Noor disagrees with that. Somalis in general may have reason to resent Americans, but he says the largely nonfundamentalist community of coastal pirates holds no particular grudge, because they see so few American seafarers. “Of course everyone is looking for an American hostage,” he said, but the real grudge among pirates is against fishing trawlers like the Alakrana.

Since the early ’90s, after the central Somali government of Siad Barre collapsed, foreign fishing boats have harvested Somali waters for valuable seafood like tuna, lobster and shark. The lack of a central government gave the foreign fishermen an excuse to pay no license fees, although some local governors — warlords, in some cases, but also recognized regional leaders — have demanded payment.

This lawless bottom trawling has decimated Somali fishing grounds and outraged coastal communities since at least the mid-’90s. Attempts by Somalis to “enforce” license payment on those boats gradually led to hijacking attempts on larger cargo ships, according to regional experts at the International Crisis Group. Along the way, piracy became organized crime.

But the coastal communities remember old grudges. Abdi Yare, a spokesman in Haradheere for the pirates who held the Alakrana, told Agence France-Presse during the hostage standoff that the boat had been caught “stealing” fish. “The ship we are holding is not a commercial vessel, it came to Somalia to steal our marine resources,” he said. “The amount of fish they have stolen from Somalia is more than the amount of the ransom we have demanded.”

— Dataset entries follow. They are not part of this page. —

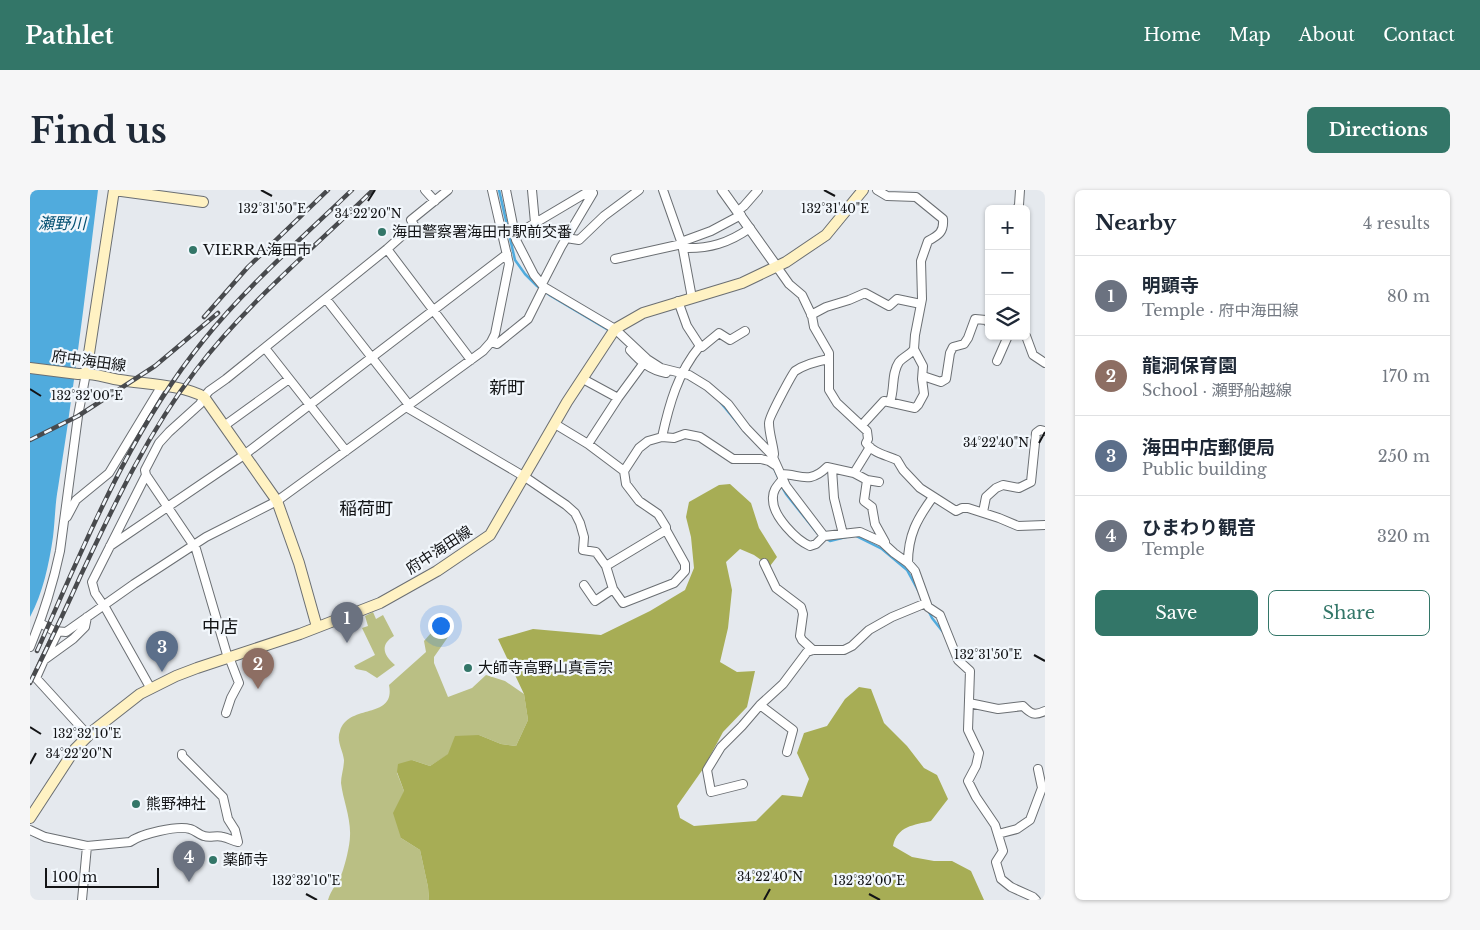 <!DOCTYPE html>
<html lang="en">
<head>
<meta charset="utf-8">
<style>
  :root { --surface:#fff; --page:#f6f6f7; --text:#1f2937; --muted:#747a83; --line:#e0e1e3; --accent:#337668 }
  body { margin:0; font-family:"Libre Baskerville","Noto Sans JP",serif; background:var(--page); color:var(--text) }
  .controls { position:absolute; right:15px; top:15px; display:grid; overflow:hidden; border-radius:8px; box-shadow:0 1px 4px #0004 }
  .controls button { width:45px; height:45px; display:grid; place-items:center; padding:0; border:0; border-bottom:1px solid var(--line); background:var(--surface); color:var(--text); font:25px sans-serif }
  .scale { position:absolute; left:15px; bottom:12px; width:114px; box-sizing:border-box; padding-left:5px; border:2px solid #131416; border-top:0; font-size:14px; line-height:18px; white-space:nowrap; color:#131416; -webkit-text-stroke:4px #f2f7fc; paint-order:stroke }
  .you { position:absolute; left:410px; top:435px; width:18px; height:18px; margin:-12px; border:4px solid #fff; border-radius:50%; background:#1a73e8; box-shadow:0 0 0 8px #1a73e833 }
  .badge { display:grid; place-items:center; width:32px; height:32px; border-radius:50%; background:var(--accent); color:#fff; font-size:16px; font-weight:700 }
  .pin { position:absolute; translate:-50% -41px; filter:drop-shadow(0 1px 2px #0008) }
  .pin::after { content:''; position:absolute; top:26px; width:18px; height:15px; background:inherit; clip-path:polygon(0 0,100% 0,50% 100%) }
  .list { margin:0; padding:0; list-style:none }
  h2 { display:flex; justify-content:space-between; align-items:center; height:65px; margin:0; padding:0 20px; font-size:21px }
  h2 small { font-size:16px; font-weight:400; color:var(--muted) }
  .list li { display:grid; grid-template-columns:32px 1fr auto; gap:15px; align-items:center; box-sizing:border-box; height:80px; padding:0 20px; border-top:1px solid var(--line) }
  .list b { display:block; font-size:19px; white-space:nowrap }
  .list p { margin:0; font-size:16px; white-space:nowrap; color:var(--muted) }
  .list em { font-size:16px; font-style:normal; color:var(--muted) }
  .actions { display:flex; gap:10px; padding:15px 20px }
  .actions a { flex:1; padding:11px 0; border:1px solid var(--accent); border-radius:8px; text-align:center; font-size:18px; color:var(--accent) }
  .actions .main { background:var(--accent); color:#fff }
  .icon { flex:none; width:28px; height:28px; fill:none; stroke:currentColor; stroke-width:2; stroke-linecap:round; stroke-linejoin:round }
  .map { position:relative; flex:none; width:1015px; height:710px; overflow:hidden; border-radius:8px }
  header { display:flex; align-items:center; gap:30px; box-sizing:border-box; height:70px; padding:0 25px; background:var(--accent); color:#fff }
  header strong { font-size:24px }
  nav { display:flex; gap:28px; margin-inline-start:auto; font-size:18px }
  .intro { display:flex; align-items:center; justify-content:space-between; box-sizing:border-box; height:120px; padding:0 30px }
  h1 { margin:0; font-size:35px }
  .button { padding:12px 22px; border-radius:8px; background:var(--accent); color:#fff; font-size:18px; font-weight:700 }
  main { display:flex; gap:30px; padding:0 30px }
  aside { flex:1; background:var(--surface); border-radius:8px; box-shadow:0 1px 4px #0004 }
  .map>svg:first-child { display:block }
  .green { fill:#babf84 }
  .forest { fill:#a7ad55 }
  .water { fill:#50abdd }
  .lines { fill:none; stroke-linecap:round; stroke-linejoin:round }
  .stream { stroke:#50abdd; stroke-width:2.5 }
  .minor-casing { stroke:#6b6f73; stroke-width:10 }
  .tertiary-casing { stroke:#6b6f73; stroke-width:11 }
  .secondary-casing { stroke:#6b6f73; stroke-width:12 }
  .minor { stroke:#fff; stroke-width:8 }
  .tertiary { stroke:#fff; stroke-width:9 }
  .secondary { stroke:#fff2c3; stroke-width:10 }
  .rail-casing { stroke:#484a4d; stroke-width:4.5 }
  .rail { stroke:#f2f7fc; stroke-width:2.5; stroke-dasharray:8; stroke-linecap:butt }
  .ticks { fill:none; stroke:#131416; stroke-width:2 }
  .poi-dot { fill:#337668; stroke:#f2f7fc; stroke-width:2 }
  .labels { text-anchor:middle; stroke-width:4.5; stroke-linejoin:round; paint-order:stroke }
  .poi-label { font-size:15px; fill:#131416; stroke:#f2f7fc; text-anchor:start }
  .street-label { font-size:15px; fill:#131416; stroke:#f2f7fc }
  .water-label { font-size:16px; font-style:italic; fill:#024f71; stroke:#f2f7fc }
  .quarter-label { font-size:18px; fill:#131416; stroke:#f2f7fc }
  .ticks-label { font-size:12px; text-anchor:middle; fill:#131416; stroke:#f2f7fc; stroke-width:4.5; stroke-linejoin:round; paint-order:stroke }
</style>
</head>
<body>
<header>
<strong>Pathlet</strong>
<nav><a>Home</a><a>Map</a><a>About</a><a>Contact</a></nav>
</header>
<div class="intro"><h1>Find us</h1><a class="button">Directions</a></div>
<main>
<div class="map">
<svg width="1015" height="710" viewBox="0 0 1015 710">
  <rect width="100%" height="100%" fill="#e5e9ee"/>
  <path class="green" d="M343 422 346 429 353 425 364 446C349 455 354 466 365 475L347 488 336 481 326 479 324 476 345 465 332 438 338 436 335 426Z
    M407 442 418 447 404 467V473L418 507 442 498 456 485 475 491 494 504 498 530 486 556 471 554 449 545 400 576 382 570 367 583 374 601 371 648 390 660 398 697 399 710H298C301 700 308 692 312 683 315 675 320 655 320 646 321 628 313 610 311 593 311 586 314 578 314 570 313 560 306 551 310 541 318 513 366 530 359 495L396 462 394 451 401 443Z"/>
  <path class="forest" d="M700 294 721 313 729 338 747 367 740 376 724 365 710 359 696 372 702 400 698 438 690 472 707 482 725 481 717 517 693 542 673 579 647 616 650 628 664 636 726 631 752 605 772 607 779 589 767 563 774 543 797 536 815 509 829 497 841 499 854 533 877 556 894 578 907 585 918 609 901 631C884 635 867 636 863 656L882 667 904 671H922L941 681 954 710H399L398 697 390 660 371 648 363 623 374 601 367 582 368 574 382 570 400 576 418 564 425 546 449 545 471 554 486 556 498 530 494 504 468 449 503 439 571 445 620 421 655 400 664 378 661 347 656 327 659 312 689 295Z"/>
  <path class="water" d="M0 0H68C56 99 44 199 28 298 25 314 25 331 23 347 19 374 13 403 0 427Z"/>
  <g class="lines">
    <path class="stream" d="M469 0 485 70 495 84 507 96 521 106 580 141
      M691 213 716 243
      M743 276 748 287
      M752 297 756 304 788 344
      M826 346 852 359 877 380 890 404
      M795 348 800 351 816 347
      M898 420 902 428 913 442"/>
    <defs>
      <path id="minor" d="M395 0 405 11
        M476 0 486 50 504 85 514 97 585 139 617 169 631 178 659 185 677 196 698 214 716 238 742 265 756 296 794 346 830 342 852 352 864 363 878 373 885 381 898 417 910 425 928 470 940 481 938 540 949 563 946 576 938 591 946 607 965 635 973 661 966 672 971 689 981 697 1003 707 1006 710
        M502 0 505 33
        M987 19 989 15 990 0
        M708 21 714 16 728 0
        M485 45 561 0
        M536 48 549 50 574 26 609 0
        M651 52 681 41 711 25
        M652 54 662 108
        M653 58C679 59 699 53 720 38
        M357 59 441 170
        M585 69 652 54 633 0
        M747 77 759 94 772 105 782 126 784 137 799 163V200L807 213 837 241 838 249 836 253C843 263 856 265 867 270L873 280 890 298 926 321 932 318H938L969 328 988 336 1015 335
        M512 94 531 57 563 3 561 0
        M296 109 379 215
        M648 111 657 136 670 156 672 157 689 143 700 150 715 141
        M781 125 796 117 819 110 835 103 859 116 867 109 891 114
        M996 146 1003 165 1015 173
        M461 152 467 154 498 129 514 97
        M235 158 316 261
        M600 160C611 172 620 180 636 183
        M967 171 978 146
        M893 186 911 192 916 189 920 163 923 157 934 154 938 148 945 129 956 130 959 133
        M553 189 588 208
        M860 212C865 198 861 184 869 172 873 167 880 165 884 159
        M376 217 495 287 536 315 545 323 550 333 554 347 553 360 566 362 576 376 583 399 593 413 644 393 655 381V374L636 340V337L628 324 609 311 596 294 594 281 609 258 618 251 632 247 644 248 655 244 670 247 703 269H731L739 271 745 275
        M525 234 558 254 594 281
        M832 235 854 211 885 218 888 215 894 204 892 189 893 176 884 159 885 145 892 109 891 71 898 51C909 45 914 42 913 29L886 7 857 6 847 0
        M194 236 259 189
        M632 247C639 215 648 182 670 156
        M558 254 588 208 613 174
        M743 268 744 264C743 254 739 243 739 233 738 228 763 183 765 181 774 175 788 171 799 169
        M802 279 804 308 813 344
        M824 283 837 290 834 311 842 317 845 334 855 352
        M751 284C770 284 779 295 797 277L824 283 840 257
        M116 285 166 359 198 468
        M753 289C747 296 742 301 743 310 743 326 766 350 780 356L786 354 794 346
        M837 290 849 292
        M953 322 956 307 966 298 973 295 989 298 1001 292 1006 243 1010 240 1015 241
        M37 327 46 310 79 283 131 197
        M80 356 214 265 477 64
        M734 373 746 398 771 417 773 424 770 446 772 450 783 460
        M878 373C878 345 887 329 903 307
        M576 376 636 340
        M554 395 565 411 583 399
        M57 427 55 437 43 449 14 470 6 488 58 545
        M10 433 24 441 36 442 104 394 176 347 247 311 453 161 461 152 465 144 479 74 462 0
        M0 457C13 426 23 394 30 361L48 226 56 183
        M15 468 28 442
        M121 499 76 419 65 403 62 392 116 285 115 280 129 253 139 242 170 214 174 207 179 201 196 189 357 59 384 35 381 30 418 0
        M939 513 968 519 993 516C1001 524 1004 526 1015 521
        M730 515 763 540 757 562
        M196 523 201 508 209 493 199 467
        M713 594 681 602 677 580 691 557 712 536 730 515 753 494 777 462 783 460H814L822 456 839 440 862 427 896 413
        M0 640 15 647 57 656 100 652C110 644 148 635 160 639 165 640 169 645 174 646 180 648 187 645 193 647 199 648 202 651 208 652L205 640 198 629 193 607 152 566V564
        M968 644 987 639 1000 630 1012 598 1008 579
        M52 710 57 656"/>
      <path id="tertiary" d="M692 0 747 77"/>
      <path id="secondary" d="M0 178 48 184C62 182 76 188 90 190 115 194 153 195 174 207L247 311 269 373 287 437
        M56 183 84 0 173 12
        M0 628 45 559 64 540 110 504 146 486 167 478 270 444 350 413 407 381 460 345 537 212 585 139 613 123 712 93 756 72 796 45 833 0"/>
    </defs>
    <use href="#minor" class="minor-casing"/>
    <use href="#tertiary" class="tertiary-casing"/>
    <use href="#secondary" class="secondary-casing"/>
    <use href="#minor" class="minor"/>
    <use href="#tertiary" class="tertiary"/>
    <use href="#secondary" class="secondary"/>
    <defs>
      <path id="rail" d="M174 127 218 77 298 0
        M0 250 48 226 125 176 188 123
        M7 461C55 354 98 244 173 151 217 96 271 49 322 0
        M0 493C17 458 34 423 50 387 84 315 117 244 166 180 216 114 284 58 343 0"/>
    </defs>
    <use href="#rail" class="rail-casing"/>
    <use href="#rail" class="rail"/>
  </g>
  <path class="ticks" d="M231 0 242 6M794 0 805 6M338 11 345 0M0 199 11 206M1009 253 1015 242M1004 465 1015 471M0 537 11 544M0 574 6 563M276 704 287 710M839 704 850 710M734 710 740 699"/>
  <g class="poi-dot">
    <circle cx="352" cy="42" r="5"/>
    <circle cx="163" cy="60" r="5"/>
    <circle cx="438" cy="478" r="5"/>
    <circle cx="106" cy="614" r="5"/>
    <circle cx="183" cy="670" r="5"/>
  </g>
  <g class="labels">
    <g class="poi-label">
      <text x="362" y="47">海田警察署海田市駅前交番</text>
      <text x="173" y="65">VIERRA海田市</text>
      <text x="448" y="483">大師寺高野山真言宗</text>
      <text x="116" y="619">熊野神社</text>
      <text x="193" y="675">薬師寺</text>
    </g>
    <g class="street-label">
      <text transform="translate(59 171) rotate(8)" y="5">府中海田線</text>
      <text transform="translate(409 360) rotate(-33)" y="5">府中海田線</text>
    </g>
    <g class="water-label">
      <text x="32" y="39">瀬野川</text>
    </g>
    <g class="quarter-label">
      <text x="477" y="204">新町</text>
      <text x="336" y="325">稲荷町</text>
      <text x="190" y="443">中店</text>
    </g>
  </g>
  <g class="ticks-label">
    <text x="242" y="23">132°31'50"E</text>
    <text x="805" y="23">132°31'40"E</text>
    <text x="338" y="28">34°22'20"N</text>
    <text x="57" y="210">132°32'00"E</text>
    <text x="966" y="257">34°22'40"N</text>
    <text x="958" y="469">132°31'50"E</text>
    <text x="57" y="548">132°32'10"E</text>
    <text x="49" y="568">34°22'20"N</text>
    <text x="740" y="691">34°22'40"N</text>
    <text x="276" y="695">132°32'10"E</text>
    <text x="839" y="695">132°32'00"E</text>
  </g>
</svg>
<div class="controls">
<button>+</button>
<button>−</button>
<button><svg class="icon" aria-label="layers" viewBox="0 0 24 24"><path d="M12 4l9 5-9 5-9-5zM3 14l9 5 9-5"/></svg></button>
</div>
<div class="scale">100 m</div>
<div class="you"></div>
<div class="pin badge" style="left:317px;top:453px;background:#6b7280">1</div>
<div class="pin badge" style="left:228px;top:499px;background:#8d6e63">2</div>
<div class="pin badge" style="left:132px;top:482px;background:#5c6f8a">3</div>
<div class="pin badge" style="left:159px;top:692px;background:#6b7280">4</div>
</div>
<aside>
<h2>Nearby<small>4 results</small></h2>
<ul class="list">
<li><span class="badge" style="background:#6b7280">1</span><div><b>明顕寺</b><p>Temple · 府中海田線</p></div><em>80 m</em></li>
<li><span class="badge" style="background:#8d6e63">2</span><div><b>龍洞保育園</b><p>School · 瀬野船越線</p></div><em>170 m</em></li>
<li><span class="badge" style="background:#5c6f8a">3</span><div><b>海田中店郵便局</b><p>Public building</p></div><em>250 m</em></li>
<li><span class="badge" style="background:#6b7280">4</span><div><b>ひまわり観音</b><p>Temple</p></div><em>320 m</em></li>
</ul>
<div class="actions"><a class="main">Save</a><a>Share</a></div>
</aside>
</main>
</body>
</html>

In any case, the fact that pirates catch so few Americans may be a matter of circumstance. U.S. fishing boats tend not to sail as far as the Indian Ocean; and American-flagged ocean liners are relatively rare, because it’s cheaper for a company to pay taxes or crew wages under, say, a Panamanian or Liberian flag.

But pirate gangs make one hard distinction between Europe and the United States: When they demand a sack full of ransom money, they want it in dollars.

“No, they don’t want euros,” a Kenyan seafarers’ unionist named Abubakar Omar told me in Mombasa. He chuckled. “Because dollars are exchangeable,” meaning they work as an alternate currency in Somalia. “Everybody can use them.”